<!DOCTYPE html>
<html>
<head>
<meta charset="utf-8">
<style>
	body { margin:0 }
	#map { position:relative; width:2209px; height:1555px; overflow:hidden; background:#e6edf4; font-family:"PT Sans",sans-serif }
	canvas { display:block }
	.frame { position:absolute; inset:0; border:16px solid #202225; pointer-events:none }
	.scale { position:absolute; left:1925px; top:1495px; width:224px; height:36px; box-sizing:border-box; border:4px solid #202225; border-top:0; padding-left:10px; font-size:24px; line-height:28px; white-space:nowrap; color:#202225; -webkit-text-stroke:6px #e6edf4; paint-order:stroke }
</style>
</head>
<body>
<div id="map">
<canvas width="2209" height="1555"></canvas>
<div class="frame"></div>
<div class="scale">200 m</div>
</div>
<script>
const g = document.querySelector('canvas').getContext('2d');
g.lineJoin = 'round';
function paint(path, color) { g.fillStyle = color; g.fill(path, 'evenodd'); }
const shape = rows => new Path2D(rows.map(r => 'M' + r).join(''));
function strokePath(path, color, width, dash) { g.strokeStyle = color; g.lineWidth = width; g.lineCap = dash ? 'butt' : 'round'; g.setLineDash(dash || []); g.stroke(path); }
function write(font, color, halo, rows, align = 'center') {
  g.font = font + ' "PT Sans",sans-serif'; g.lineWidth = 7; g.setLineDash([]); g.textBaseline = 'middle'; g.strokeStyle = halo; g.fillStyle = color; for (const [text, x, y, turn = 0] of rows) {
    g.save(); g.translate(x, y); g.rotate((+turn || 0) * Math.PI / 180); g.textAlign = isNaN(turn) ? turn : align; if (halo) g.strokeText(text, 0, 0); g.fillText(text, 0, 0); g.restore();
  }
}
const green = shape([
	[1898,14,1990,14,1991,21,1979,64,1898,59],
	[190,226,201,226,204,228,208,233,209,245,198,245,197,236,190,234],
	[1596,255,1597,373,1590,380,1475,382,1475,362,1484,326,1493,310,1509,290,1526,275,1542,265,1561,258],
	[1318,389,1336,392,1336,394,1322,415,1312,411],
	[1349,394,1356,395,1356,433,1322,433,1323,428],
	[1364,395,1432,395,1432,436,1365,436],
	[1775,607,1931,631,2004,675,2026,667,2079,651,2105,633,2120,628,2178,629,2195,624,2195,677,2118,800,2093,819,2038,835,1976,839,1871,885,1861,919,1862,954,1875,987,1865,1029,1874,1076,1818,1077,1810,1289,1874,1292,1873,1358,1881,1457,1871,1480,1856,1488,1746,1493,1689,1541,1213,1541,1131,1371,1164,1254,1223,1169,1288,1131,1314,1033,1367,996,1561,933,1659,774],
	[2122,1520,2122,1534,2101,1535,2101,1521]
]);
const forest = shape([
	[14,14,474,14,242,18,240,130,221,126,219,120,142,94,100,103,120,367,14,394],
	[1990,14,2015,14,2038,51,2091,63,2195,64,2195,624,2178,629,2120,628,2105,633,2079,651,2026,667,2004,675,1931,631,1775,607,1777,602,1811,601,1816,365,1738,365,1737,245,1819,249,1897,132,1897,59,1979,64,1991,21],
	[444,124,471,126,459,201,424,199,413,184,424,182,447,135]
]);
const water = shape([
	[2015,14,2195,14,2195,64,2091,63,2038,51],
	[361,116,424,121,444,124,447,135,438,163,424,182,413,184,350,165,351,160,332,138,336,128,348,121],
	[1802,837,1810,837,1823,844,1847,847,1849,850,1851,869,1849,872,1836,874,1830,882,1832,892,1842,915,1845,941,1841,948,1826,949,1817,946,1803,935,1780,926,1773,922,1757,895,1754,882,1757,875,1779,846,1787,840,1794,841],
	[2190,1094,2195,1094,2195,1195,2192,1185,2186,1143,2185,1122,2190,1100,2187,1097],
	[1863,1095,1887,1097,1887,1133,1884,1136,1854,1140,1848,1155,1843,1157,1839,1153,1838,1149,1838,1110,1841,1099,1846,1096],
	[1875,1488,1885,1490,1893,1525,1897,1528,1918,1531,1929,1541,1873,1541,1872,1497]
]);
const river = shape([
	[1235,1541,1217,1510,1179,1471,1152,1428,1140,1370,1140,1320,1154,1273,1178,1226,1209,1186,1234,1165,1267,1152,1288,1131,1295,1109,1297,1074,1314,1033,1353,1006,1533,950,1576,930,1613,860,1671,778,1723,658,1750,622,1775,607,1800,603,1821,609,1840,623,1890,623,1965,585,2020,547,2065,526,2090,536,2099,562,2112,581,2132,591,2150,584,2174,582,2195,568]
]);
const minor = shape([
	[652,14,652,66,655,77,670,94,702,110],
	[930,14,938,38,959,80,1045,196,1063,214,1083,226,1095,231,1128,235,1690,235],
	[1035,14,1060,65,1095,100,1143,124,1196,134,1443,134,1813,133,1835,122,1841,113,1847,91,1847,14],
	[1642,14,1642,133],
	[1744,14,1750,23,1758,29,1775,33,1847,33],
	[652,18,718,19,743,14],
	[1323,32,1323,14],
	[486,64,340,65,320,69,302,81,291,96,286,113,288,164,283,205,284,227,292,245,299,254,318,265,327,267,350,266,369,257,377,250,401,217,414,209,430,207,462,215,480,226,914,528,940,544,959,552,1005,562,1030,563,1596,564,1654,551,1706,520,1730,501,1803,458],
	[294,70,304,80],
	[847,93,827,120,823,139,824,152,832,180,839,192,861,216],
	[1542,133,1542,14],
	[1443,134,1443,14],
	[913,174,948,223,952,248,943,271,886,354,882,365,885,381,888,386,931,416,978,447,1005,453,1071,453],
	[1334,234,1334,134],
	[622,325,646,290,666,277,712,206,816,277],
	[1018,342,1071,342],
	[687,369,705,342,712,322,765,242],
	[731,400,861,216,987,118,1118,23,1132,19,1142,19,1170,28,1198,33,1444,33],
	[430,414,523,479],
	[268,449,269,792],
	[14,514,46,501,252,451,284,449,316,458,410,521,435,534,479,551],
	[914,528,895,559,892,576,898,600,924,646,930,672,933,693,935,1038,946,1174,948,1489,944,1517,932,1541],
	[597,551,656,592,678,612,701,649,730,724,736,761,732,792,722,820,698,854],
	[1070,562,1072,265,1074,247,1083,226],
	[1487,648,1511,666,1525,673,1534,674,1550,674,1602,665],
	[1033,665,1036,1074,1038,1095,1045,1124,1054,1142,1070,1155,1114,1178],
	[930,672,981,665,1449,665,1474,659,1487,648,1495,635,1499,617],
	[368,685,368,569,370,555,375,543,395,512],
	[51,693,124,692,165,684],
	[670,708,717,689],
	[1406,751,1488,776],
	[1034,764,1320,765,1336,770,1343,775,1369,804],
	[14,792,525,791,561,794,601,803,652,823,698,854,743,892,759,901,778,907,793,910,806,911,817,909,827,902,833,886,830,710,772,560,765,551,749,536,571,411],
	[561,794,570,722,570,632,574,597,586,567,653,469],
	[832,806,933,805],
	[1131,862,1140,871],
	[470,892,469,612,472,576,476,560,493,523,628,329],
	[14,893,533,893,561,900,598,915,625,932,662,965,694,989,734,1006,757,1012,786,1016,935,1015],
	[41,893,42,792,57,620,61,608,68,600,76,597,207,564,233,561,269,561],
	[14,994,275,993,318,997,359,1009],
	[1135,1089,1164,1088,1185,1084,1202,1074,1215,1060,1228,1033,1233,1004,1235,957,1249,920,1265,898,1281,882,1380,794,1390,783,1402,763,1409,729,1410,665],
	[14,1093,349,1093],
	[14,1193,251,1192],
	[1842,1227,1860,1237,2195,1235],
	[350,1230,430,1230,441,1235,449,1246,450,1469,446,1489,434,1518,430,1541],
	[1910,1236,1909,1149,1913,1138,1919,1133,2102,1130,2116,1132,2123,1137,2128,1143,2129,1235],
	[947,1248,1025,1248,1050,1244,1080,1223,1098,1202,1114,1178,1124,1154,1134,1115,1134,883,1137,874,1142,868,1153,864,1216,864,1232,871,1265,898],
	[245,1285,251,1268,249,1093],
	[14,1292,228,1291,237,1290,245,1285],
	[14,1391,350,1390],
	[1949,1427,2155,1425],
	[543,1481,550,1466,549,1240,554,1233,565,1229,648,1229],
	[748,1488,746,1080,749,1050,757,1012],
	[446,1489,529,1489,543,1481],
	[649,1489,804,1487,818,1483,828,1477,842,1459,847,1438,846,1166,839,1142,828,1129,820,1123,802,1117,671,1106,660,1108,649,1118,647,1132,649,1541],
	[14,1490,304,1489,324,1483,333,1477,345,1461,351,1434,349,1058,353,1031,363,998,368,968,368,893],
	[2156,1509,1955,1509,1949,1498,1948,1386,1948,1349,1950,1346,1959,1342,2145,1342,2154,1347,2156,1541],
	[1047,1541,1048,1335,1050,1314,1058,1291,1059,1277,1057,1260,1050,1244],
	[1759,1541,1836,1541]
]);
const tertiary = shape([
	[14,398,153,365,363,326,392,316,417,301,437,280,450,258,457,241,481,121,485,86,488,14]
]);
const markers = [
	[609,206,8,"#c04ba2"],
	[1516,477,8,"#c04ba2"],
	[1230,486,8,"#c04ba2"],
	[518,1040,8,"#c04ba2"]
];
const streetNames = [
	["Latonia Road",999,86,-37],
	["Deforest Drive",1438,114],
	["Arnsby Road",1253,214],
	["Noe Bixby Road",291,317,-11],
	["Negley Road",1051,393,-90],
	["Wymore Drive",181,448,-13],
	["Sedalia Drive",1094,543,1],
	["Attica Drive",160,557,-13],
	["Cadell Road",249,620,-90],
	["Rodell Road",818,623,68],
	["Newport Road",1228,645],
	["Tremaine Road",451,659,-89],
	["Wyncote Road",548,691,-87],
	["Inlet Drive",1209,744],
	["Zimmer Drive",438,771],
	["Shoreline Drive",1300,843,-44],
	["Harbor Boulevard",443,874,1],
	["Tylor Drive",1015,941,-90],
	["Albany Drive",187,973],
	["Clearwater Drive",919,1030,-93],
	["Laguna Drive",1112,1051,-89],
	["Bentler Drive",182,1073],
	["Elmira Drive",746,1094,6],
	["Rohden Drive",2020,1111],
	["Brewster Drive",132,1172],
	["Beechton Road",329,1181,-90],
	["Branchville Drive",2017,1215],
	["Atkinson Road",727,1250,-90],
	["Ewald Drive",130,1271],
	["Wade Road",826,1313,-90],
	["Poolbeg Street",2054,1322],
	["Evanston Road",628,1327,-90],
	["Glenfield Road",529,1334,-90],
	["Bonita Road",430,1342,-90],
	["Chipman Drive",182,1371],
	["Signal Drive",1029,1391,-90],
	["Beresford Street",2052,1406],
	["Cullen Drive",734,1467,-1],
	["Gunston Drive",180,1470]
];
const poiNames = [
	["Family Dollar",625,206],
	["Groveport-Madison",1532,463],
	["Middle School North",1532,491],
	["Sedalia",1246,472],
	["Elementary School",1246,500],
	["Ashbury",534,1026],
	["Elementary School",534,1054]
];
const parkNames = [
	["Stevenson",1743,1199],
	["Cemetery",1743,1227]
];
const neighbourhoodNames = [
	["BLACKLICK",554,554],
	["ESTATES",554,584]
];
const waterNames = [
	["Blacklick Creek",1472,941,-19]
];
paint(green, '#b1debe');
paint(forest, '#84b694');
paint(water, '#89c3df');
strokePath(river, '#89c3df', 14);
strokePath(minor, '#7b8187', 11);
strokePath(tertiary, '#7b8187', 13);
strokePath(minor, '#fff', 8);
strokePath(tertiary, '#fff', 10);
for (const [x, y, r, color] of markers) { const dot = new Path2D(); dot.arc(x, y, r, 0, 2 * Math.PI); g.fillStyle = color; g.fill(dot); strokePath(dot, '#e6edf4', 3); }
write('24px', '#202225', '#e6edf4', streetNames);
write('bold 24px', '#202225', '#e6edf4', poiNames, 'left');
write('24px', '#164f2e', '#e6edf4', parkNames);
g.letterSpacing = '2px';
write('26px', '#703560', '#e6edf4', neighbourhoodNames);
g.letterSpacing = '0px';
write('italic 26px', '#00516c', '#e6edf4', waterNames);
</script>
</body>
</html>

=== Problem to solve ===
Using the entries above, work out how many lines contain the string "canvas". Respond with that number alone.

=== Response area ===
3